From the listing below, pull out every line where the string "stream" appears.

* * *

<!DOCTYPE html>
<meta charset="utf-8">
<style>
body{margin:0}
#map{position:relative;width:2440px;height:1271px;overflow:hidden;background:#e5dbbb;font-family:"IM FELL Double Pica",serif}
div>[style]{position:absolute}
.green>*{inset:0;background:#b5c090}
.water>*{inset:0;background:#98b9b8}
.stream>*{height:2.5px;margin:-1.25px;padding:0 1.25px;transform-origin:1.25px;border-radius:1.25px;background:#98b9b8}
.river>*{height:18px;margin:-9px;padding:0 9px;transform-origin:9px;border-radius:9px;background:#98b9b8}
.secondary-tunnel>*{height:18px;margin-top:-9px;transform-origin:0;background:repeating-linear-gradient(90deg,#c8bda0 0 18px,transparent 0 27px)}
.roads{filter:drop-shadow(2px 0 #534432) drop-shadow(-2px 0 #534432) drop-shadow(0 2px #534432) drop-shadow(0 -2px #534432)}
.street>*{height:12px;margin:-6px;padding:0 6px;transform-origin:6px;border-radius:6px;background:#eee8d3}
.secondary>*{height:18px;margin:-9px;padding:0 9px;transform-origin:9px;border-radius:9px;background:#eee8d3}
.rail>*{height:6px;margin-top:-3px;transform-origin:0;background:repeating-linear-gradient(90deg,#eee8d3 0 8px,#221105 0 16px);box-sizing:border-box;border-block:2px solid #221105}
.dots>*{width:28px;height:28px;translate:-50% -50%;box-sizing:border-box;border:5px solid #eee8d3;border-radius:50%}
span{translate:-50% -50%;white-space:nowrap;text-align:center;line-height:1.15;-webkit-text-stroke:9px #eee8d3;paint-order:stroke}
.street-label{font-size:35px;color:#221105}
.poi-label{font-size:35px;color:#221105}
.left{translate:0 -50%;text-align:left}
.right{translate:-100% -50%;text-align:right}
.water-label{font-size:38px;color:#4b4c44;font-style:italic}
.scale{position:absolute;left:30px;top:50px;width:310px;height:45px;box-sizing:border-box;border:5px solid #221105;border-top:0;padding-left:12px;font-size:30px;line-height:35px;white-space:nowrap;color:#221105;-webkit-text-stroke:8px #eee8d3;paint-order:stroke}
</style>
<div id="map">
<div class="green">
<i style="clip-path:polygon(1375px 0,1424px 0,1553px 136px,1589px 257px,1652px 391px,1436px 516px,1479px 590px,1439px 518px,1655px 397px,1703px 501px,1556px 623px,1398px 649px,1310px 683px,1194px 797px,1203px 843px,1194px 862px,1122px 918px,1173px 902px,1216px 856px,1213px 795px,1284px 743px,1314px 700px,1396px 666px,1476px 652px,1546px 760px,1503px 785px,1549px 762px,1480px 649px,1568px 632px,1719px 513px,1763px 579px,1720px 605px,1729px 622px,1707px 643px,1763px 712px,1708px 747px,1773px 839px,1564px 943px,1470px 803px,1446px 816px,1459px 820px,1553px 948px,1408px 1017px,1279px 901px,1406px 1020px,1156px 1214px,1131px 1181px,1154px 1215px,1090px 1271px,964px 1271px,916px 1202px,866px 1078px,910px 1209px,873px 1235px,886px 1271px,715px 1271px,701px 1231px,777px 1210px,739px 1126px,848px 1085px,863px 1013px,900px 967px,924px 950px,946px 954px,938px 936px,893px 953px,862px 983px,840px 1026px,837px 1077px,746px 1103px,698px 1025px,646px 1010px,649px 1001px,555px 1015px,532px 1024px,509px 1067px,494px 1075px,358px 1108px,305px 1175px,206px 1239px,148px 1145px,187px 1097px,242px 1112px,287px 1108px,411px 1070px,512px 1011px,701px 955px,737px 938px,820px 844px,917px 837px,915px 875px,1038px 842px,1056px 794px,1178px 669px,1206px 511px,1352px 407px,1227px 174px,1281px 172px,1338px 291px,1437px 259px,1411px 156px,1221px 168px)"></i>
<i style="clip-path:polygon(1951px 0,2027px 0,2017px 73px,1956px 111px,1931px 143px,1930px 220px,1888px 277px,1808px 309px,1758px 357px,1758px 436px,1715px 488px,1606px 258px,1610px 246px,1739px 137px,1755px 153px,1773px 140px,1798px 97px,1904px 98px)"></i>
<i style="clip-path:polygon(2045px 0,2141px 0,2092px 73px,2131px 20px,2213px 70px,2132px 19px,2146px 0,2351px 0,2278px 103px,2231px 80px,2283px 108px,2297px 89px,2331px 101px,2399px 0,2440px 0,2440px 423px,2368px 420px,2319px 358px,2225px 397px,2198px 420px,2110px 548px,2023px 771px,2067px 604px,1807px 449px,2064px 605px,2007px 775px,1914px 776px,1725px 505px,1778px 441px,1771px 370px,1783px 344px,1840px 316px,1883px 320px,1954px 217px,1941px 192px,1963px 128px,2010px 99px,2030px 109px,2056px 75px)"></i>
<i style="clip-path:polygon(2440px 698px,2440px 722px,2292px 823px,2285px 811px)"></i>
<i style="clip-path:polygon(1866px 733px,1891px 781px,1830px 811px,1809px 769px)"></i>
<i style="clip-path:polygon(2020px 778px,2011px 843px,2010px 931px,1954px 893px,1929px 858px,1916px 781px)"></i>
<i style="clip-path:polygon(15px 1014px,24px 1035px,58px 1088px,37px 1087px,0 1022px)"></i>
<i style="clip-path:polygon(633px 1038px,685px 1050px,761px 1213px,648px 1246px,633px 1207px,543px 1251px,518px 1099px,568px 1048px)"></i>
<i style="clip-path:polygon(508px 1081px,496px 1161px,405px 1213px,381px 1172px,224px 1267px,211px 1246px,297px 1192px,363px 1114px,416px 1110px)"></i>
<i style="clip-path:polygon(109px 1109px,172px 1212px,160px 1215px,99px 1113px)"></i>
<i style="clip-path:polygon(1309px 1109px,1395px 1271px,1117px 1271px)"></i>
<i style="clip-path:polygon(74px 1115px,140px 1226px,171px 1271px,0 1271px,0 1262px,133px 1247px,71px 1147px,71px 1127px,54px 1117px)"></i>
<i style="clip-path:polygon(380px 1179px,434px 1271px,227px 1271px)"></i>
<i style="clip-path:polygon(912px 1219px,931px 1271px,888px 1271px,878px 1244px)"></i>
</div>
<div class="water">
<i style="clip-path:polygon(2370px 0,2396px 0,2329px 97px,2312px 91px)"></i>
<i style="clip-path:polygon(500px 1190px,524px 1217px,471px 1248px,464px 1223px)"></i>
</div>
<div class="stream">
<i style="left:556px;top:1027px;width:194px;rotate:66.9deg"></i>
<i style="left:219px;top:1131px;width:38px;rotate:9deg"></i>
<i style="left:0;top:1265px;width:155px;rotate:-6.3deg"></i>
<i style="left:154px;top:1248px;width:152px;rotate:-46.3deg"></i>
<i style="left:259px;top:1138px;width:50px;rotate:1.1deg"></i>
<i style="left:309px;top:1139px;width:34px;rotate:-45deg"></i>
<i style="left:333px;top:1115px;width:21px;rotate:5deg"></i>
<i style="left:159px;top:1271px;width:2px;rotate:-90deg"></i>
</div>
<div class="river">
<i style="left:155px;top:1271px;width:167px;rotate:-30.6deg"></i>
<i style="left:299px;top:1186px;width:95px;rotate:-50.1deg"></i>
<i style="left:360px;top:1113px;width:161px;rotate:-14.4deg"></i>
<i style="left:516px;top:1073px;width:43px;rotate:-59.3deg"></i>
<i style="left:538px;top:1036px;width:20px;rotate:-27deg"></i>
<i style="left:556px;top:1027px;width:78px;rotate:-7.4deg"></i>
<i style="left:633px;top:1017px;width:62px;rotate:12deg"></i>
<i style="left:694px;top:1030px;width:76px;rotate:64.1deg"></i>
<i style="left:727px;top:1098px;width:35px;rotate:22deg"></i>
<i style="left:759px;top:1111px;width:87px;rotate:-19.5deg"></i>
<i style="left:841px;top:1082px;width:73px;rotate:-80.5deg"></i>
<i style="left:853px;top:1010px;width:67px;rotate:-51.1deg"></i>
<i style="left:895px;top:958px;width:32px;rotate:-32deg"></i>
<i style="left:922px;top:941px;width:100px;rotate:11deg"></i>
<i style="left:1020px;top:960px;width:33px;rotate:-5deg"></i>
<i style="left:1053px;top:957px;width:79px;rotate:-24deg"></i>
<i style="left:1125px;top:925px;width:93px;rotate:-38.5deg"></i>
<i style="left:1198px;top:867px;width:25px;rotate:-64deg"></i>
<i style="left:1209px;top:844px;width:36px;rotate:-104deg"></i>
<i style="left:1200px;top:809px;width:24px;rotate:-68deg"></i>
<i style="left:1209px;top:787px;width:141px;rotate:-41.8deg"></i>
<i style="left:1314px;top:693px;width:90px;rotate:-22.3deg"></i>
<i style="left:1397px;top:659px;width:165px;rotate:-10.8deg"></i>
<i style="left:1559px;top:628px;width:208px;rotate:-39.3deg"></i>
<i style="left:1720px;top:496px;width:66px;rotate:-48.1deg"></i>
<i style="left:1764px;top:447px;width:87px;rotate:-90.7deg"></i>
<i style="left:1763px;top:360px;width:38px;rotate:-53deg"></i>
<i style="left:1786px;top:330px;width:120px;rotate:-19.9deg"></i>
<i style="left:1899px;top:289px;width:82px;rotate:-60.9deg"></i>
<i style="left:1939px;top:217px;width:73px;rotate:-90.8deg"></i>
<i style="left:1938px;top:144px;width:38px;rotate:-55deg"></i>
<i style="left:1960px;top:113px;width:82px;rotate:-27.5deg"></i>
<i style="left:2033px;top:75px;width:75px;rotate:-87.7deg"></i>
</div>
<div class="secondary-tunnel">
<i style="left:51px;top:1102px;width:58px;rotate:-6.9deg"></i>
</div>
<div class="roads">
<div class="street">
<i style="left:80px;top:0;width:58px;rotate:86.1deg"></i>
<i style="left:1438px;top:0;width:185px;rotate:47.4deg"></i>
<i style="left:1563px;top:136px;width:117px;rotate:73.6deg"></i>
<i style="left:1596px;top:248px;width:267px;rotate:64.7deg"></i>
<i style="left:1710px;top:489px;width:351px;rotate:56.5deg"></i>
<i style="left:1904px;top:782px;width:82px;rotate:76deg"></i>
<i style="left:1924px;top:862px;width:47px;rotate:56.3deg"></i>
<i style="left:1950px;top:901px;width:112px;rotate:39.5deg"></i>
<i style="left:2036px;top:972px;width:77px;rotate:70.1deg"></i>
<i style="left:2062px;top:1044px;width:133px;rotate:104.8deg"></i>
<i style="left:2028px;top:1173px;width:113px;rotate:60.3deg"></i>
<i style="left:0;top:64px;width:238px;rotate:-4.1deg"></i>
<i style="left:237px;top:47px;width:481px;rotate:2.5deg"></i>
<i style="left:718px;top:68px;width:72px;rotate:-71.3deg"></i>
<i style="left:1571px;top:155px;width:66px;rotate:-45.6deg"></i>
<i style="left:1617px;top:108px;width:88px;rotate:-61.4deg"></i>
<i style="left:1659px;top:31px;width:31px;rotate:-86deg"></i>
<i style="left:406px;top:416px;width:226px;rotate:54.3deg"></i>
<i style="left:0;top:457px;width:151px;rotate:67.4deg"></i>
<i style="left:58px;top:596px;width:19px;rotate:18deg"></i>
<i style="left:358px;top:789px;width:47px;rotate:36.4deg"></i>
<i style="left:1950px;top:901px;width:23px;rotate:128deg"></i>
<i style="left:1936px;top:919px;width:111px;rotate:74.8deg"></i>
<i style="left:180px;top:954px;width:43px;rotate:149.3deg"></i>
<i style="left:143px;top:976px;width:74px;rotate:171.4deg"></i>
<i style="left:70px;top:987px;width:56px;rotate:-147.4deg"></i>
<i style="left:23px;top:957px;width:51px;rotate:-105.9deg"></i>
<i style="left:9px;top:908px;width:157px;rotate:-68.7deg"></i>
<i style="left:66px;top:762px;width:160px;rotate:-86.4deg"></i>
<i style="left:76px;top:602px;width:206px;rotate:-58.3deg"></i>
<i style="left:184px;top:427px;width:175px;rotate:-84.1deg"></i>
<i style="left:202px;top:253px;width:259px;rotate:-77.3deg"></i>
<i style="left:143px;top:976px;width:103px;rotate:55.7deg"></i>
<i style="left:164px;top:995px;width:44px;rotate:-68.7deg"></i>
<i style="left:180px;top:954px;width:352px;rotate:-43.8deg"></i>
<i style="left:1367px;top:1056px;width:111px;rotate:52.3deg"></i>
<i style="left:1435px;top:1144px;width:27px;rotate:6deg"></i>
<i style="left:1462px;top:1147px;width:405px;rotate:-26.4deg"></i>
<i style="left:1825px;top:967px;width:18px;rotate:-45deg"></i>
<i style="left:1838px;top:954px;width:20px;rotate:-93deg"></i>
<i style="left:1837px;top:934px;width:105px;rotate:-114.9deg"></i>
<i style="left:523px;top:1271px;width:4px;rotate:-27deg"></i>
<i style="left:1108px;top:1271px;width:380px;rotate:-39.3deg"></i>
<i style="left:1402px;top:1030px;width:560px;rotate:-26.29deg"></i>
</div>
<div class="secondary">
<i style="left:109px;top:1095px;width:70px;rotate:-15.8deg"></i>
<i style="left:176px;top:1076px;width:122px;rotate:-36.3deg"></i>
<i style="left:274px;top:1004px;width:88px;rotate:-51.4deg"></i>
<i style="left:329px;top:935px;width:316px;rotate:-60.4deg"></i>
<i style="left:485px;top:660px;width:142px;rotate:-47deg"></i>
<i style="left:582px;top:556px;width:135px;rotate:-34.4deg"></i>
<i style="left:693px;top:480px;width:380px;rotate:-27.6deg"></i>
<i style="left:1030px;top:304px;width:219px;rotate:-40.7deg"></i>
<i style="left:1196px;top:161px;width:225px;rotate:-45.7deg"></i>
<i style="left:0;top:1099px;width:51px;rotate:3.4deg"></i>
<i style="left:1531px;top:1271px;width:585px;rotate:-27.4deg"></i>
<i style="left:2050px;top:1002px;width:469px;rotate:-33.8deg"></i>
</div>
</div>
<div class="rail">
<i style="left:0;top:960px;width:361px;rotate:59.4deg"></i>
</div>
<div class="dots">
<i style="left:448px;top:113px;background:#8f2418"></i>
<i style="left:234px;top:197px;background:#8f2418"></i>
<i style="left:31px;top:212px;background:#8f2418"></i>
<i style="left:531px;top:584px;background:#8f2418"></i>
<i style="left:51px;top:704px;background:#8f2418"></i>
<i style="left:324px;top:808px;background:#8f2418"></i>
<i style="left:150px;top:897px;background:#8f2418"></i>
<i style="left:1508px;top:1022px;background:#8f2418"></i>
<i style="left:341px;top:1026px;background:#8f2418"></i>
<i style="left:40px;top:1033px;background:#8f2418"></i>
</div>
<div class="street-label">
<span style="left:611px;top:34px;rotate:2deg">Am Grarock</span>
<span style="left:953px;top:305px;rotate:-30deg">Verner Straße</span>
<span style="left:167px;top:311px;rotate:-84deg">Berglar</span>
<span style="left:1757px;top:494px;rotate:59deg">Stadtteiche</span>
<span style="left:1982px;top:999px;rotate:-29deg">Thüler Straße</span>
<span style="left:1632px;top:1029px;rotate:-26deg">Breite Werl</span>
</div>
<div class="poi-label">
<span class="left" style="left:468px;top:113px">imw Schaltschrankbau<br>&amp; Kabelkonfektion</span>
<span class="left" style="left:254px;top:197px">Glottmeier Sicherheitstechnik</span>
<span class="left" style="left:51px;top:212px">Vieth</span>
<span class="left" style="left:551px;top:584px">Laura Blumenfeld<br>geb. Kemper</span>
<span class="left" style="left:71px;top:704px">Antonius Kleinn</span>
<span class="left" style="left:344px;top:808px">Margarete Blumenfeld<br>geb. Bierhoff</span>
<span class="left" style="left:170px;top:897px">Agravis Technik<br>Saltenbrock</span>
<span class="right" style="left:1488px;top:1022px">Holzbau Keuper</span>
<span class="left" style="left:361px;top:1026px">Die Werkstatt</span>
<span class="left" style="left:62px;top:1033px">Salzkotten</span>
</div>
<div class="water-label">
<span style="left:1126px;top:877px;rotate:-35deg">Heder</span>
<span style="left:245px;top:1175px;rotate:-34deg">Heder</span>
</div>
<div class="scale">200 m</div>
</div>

* * *

### Answer for the task
.stream>*{height:2.5px;margin:-1.25px;padding:0 1.25px;transform-origin:1.25px;border-radius:1.25px;background:#98b9b8}
<div class="stream">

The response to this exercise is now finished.